Tutto questo però non può sfuggire alla domanda che tanti si pongono: ma vale la pena bloccare i lavori di un’opera che sta volgendo al termine e che è già costata quasi seimila milioni di euro?
Una legittima domanda a cui ne potrebbe far seguito un’altra: ma vale la pena, anche in nome di un rigore scientifico che ha sempre caratterizzato le azioni della salvaguardia, voler ultimare un’opera che si sa già che non raggiungerà gli obiettivi per cui è stata concepita e che comporterà ingenti oneri di manutenzione e gestione nei prossimi cent’anni (tanto è il tempo di vita previsto dell’opera) che graveranno peraltro sul nostro debito pubblico? Ultimare un’opera sbagliata, che si sa sbagliata per la conoscenza di critiche fondate e documentate, rappresenta in uno stato di diritto un altro delitto punibile.

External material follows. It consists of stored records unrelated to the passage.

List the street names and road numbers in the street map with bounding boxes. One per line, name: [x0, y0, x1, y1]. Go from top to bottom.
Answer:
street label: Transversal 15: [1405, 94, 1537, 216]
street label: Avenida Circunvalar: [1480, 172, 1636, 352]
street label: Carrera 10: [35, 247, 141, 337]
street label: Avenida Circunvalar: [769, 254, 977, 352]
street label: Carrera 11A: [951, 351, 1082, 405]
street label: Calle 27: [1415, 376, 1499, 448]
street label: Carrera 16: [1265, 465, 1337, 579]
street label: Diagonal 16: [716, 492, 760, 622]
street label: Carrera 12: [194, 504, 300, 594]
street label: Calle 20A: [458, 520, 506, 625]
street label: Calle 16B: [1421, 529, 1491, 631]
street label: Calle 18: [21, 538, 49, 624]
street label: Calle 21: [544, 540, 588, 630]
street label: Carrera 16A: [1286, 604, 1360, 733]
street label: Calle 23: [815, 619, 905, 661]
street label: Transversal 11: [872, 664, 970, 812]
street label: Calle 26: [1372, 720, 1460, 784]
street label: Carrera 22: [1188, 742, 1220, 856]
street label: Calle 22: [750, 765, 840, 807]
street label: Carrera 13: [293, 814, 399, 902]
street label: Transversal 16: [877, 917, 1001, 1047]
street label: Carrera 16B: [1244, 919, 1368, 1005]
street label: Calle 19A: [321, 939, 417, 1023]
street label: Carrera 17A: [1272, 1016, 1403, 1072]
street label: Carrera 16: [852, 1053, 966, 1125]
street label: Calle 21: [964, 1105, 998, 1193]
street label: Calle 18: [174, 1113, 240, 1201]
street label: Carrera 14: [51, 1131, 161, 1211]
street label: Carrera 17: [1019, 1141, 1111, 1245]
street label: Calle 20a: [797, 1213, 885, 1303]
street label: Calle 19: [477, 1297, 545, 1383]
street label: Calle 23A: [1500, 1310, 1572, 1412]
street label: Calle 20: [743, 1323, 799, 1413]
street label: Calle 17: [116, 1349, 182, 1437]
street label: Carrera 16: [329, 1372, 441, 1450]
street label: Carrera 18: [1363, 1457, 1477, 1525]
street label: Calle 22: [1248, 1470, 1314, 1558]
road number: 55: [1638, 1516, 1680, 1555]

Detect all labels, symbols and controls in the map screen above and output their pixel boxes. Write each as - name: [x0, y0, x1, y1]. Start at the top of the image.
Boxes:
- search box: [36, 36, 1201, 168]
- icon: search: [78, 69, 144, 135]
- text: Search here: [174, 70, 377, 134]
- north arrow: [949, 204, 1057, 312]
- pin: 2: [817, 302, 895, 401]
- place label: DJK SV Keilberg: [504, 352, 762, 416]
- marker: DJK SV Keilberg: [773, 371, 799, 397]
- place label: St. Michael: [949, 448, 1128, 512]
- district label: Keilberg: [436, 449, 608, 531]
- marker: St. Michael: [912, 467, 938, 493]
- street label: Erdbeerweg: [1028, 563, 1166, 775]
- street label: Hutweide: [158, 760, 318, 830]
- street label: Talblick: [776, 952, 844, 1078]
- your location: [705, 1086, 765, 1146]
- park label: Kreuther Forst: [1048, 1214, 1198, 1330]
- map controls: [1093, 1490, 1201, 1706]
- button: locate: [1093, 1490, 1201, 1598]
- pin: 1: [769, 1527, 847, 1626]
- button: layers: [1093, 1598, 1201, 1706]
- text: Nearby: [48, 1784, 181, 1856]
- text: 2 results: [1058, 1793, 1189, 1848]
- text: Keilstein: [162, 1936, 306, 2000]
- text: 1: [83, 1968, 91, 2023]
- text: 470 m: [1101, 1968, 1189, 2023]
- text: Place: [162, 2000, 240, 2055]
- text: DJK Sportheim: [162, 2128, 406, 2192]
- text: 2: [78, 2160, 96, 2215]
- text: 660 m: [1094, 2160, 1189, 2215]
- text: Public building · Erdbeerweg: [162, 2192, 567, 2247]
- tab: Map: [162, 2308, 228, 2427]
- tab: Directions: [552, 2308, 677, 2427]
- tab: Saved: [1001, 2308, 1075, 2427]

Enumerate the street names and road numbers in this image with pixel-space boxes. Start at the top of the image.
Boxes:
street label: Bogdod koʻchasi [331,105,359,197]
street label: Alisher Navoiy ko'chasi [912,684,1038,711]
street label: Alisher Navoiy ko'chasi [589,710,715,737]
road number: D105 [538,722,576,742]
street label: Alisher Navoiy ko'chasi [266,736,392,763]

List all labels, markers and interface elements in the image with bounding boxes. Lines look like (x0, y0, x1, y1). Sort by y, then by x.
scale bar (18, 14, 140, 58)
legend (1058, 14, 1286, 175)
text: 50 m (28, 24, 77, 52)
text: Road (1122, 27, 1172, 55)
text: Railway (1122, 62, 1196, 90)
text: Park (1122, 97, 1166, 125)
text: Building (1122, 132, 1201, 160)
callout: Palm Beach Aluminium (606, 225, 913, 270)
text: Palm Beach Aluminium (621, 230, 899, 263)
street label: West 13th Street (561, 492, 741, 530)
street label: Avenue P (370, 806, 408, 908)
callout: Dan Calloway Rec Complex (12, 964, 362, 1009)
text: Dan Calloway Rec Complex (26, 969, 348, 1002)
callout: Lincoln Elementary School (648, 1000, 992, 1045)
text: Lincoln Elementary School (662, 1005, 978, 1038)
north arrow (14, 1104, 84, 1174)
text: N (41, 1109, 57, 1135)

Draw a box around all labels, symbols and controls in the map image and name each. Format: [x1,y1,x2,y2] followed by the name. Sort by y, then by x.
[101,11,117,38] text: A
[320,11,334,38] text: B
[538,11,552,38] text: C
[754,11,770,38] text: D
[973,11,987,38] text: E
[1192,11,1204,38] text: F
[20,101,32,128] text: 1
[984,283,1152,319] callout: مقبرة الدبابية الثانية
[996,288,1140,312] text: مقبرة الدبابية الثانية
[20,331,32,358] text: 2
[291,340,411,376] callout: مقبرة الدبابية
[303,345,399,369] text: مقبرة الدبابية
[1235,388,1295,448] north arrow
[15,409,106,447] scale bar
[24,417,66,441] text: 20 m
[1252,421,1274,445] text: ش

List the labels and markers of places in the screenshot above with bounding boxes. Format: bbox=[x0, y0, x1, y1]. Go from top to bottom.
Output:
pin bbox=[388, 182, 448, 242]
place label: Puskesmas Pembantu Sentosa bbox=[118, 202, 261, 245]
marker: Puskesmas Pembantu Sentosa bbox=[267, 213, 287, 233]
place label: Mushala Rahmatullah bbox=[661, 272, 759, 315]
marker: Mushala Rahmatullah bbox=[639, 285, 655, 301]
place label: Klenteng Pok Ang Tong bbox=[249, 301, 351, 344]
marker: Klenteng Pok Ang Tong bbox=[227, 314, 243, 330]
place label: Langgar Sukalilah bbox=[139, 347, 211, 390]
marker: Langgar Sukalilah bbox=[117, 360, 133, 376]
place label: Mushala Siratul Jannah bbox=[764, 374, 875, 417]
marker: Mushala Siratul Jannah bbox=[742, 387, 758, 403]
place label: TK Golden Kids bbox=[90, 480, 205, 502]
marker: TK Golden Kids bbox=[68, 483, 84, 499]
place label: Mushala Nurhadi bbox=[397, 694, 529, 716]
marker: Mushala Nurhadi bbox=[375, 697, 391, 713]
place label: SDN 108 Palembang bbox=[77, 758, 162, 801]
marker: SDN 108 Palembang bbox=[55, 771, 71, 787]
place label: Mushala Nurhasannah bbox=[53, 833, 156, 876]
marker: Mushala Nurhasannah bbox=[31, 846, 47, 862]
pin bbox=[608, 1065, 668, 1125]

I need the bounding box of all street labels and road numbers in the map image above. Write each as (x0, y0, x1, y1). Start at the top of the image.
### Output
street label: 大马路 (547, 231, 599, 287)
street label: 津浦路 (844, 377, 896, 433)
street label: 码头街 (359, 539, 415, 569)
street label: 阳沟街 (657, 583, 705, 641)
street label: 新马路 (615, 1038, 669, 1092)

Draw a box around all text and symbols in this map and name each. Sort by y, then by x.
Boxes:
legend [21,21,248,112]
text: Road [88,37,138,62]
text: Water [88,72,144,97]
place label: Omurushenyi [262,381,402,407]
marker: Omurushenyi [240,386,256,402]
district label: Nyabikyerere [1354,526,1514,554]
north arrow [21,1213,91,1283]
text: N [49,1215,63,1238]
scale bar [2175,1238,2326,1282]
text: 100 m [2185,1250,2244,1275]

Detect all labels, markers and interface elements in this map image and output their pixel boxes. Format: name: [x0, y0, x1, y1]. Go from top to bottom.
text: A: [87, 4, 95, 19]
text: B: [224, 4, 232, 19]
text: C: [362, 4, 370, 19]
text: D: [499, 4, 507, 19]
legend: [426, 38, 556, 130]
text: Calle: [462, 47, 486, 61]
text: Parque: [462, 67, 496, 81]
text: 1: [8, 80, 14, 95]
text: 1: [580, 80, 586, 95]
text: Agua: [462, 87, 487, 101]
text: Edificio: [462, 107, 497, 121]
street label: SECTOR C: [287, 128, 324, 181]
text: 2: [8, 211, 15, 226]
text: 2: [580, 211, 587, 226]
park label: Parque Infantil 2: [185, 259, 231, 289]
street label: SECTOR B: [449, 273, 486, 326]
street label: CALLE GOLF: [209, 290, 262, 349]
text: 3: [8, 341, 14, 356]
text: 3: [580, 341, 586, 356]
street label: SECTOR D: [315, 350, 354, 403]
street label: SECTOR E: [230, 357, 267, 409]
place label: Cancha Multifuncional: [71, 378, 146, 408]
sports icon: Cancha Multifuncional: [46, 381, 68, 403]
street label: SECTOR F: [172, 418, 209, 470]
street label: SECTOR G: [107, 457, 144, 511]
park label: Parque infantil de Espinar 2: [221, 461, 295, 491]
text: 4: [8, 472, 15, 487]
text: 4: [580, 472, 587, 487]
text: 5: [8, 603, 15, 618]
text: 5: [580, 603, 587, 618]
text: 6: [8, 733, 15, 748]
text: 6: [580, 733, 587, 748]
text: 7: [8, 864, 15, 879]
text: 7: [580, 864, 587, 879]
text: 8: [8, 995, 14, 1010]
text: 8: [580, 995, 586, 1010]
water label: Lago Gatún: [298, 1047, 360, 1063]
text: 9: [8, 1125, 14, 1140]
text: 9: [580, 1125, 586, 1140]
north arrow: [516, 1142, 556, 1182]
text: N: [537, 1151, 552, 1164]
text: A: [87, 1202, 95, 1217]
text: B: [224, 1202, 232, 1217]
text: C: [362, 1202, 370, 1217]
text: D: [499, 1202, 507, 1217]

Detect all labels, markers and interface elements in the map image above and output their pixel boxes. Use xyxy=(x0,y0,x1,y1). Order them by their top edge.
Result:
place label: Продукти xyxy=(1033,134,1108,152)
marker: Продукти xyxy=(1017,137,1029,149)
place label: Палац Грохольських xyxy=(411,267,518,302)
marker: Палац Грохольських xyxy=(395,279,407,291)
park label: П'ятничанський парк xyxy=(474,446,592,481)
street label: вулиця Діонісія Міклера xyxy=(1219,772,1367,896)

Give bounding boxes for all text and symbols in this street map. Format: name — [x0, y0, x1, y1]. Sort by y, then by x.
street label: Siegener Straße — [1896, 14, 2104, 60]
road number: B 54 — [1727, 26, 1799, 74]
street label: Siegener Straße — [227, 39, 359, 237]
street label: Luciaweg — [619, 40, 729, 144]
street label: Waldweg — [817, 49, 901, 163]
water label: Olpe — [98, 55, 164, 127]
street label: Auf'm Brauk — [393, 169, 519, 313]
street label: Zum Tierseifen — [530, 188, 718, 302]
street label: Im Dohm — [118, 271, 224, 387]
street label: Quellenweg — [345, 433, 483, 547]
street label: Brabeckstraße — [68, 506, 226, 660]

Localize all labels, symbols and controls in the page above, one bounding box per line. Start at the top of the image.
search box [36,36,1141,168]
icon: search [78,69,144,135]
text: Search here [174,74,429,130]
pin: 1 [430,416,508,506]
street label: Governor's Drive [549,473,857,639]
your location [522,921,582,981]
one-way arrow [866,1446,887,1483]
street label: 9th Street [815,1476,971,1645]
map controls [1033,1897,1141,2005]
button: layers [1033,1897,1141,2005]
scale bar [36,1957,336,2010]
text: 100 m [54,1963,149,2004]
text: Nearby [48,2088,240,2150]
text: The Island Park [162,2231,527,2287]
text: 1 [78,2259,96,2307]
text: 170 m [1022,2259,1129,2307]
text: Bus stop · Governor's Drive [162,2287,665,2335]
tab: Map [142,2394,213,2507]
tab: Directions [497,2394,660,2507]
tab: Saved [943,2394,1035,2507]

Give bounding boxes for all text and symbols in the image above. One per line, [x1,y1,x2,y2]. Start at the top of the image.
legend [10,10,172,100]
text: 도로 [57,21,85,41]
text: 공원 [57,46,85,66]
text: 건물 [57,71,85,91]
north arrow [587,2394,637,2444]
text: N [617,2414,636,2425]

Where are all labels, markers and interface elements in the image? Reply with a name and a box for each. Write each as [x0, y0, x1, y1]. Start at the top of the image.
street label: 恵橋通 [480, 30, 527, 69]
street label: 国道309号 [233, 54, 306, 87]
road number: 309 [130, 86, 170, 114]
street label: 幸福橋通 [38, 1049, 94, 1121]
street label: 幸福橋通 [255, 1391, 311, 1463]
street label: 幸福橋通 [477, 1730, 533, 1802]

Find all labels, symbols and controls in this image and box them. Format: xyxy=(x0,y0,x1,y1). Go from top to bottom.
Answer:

E ancora: a fronte di uno scenario di riscaldamento globale con l’innalzamento dei livelli marini in Adriatico in base alle previsioni del 4° Rapporto IPCC presentato alla Conferenza sui cambiamenti climatici di Parigi del 1° dicembre 2015, da cui deriva la necessità di modificare il rapporto altimetrico mare-suolo mediante il sollevamento del suolo stesso, perché insistere come una sorta di accanimento terapeutico sul proseguimento di un’opera che i valori di quello stesso Rapporto mettono già all’indice per l’altissimo numero di chiusure delle bocche di porto?
Il riscatto dello scandalo Mose può passare solo attraverso il riconoscimento degli errori commessi, la sua sostanziale messa in discussione progettuale e con la rivincita-affermazione di quel sapere scientifico indipendente che la storia malavitosa della “grande opera” ha volutamente respinto e ignorato.
Un giusto riconoscimento alle mobilitazioni e a quell’Assemblea permanente NO MOSE che aveva coniato l’indovinato slogan “Il Mose: un’opera utile solo a chi la fa”.